Public Toilets: Which Countries and Cities Have the Most — and Which Ones Have the Fewest?

You will be bowled over by the statistics when you plunge into reading this article...

Although ways do exist on how to reduce the number of times you need to use the toilet while traveling, you will never be able to eliminate the need — which brings us to the question: which cities have the most public toilets; and which cities have the fewest public toilets?

To answer that question, the number of public toilets in different cities throughout the UK and the US was pulled using PeePlace — yes, you read that correctly — which is an essential tool which is used to find toilets and to count the number of restrooms in different parts of the world. Only cities with a minimum of ten public toilets were included in the dataset. Then, the official population data of the United States and the United Kingdom was collected from ONS and Census to calculate the number of public toilets per 100,000 people. Using this data, the number of public toilets per 100 square kilometres in cities and counties in the United Kingdom and cities and states in the United States were worked out as well.
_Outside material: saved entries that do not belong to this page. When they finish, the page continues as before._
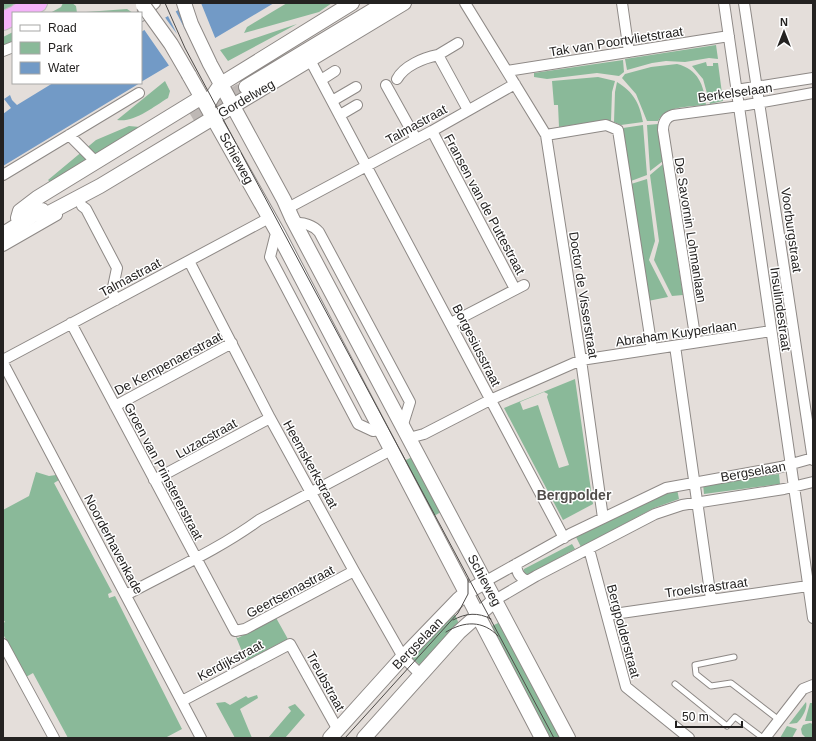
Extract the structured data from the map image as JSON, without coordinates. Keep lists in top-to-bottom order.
{
  "streets": {
    "main road": ["Gordelweg", "Schieweg", "Bergselaan"],
    "street": [
      "Tak van Poortvlietstraat",
      "Berkelselaan",
      "Talmastraat",
      "Fransen van de Puttestraat",
      "De Savornin Lohmanlaan",
      "Voorburgstraat",
      "Doctor de Visserstraat",
      "Insulindestraat",
      "Abraham Kuyperlaan",
      "Borgesiusstraat",
      "De Kempenaerstraat",
      "Luzacstraat",
      "Heemskerkstraat",
      "Groen van Prinstererstraat",
      "Noorderhavenkade",
      "Troelstrastraat",
      "Geertsemastraat",
      "Bergpolderstraat",
      "Kerdijkstraat",
      "Treubstraat"
    ]
  },
  "crossings": [
    ["Tak van Poortvlietstraat", "Doctor de Visserstraat"],
    ["Tak van Poortvlietstraat", "Insulindestraat"],
    ["Berkelselaan", "De Savornin Lohmanlaan"],
    ["Berkelselaan", "Voorburgstraat"],
    ["Berkelselaan", "Insulindestraat"],
    ["Gordelweg", "Schieweg"],
    ["Gordelweg", "Borgesiusstraat"],
    ["Talmastraat", "Schieweg"],
    ["Talmastraat", "Fransen van de Puttestraat"],
    ["Talmastraat", "Doctor de Visserstraat"],
    ["Talmastraat", "Borgesiusstraat"],
    ["Talmastraat", "Heemskerkstraat"],
    ["Talmastraat", "Groen van Prinstererstraat"],
    ["Schieweg", "Abraham Kuyperlaan"],
    ["Schieweg", "Bergselaan"],
    ["Fransen van de Puttestraat", "Borgesiusstraat"],
    ["De Savornin Lohmanlaan", "Abraham Kuyperlaan"],
    ["Voorburgstraat", "Bergselaan"],
    ["Doctor de Visserstraat", "Abraham Kuyperlaan"],
    ["Doctor de Visserstraat", "Bergselaan"],
    ["Insulindestraat", "Abraham Kuyperlaan"],
    ["Insulindestraat", "Bergselaan"],
    ["Insulindestraat", "Troelstrastraat"],
    ["Abraham Kuyperlaan", "Borgesiusstraat"],
    ["Borgesiusstraat", "Bergselaan"],
    ["De Kempenaerstraat", "Heemskerkstraat"],
    ["De Kempenaerstraat", "Groen van Prinstererstraat"],
    ["Luzacstraat", "Heemskerkstraat"],
    ["Luzacstraat", "Groen van Prinstererstraat"],
    ["Heemskerkstraat", "Bergselaan"],
    ["Heemskerkstraat", "Geertsemastraat"],
    ["Groen van Prinstererstraat", "Geertsemastraat"],
    ["Bergselaan", "Bergpolderstraat"],
    ["Bergselaan", "Treubstraat"],
    ["Noorderhavenkade", "Kerdijkstraat"],
    ["Troelstrastraat", "Bergpolderstraat"],
    ["Kerdijkstraat", "Treubstraat"]
  ],
  "districts": ["Bergpolder"],
  "legend": ["Road", "Park", "Water"],
  "scale_bar": "50 m",
  "north": "top"
}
The data only includes countries with a minimum population of 300,000 people; cities of the United States with a minimum population of 250,000 people; and cities in the United Kingdom with a minimum population of 100,000 people.

Counties in the United Kingdom were taken as metropolitan and non-metropolitan counties in England, principal areas in Wales, council areas in Scotland, and counties of Northern Ireland. The City of London was removed from the dataset due to its special status and significantly smaller population.

The data was gathered in August 2021 — and additional charts have been included after the conclusion of this article below.

I have been given express written permission to use the maps and the verbatim text from this article from QS Supplies, which highlights which countries and cities have the most — and fewest — public toilets. This information is general in nature only and does not constitute personal advice. While QS Supplies has endeavored to ensure the information provided is accurate and current, it cannot guarantee it. Neither QS Supplies nor The Gate accept liability for the information which is presented in this article.

Public Toilets: Which Countries and Cities Have the Most — and Which Ones Have the Fewest?

When ‘nature calls,’ you don’t want to squat behind a tree to answer it. But even the most developed cities and towns are troublingly short on public toilets. And the issue is disproportionately more pressing on humanity’s less-privileged restroom users.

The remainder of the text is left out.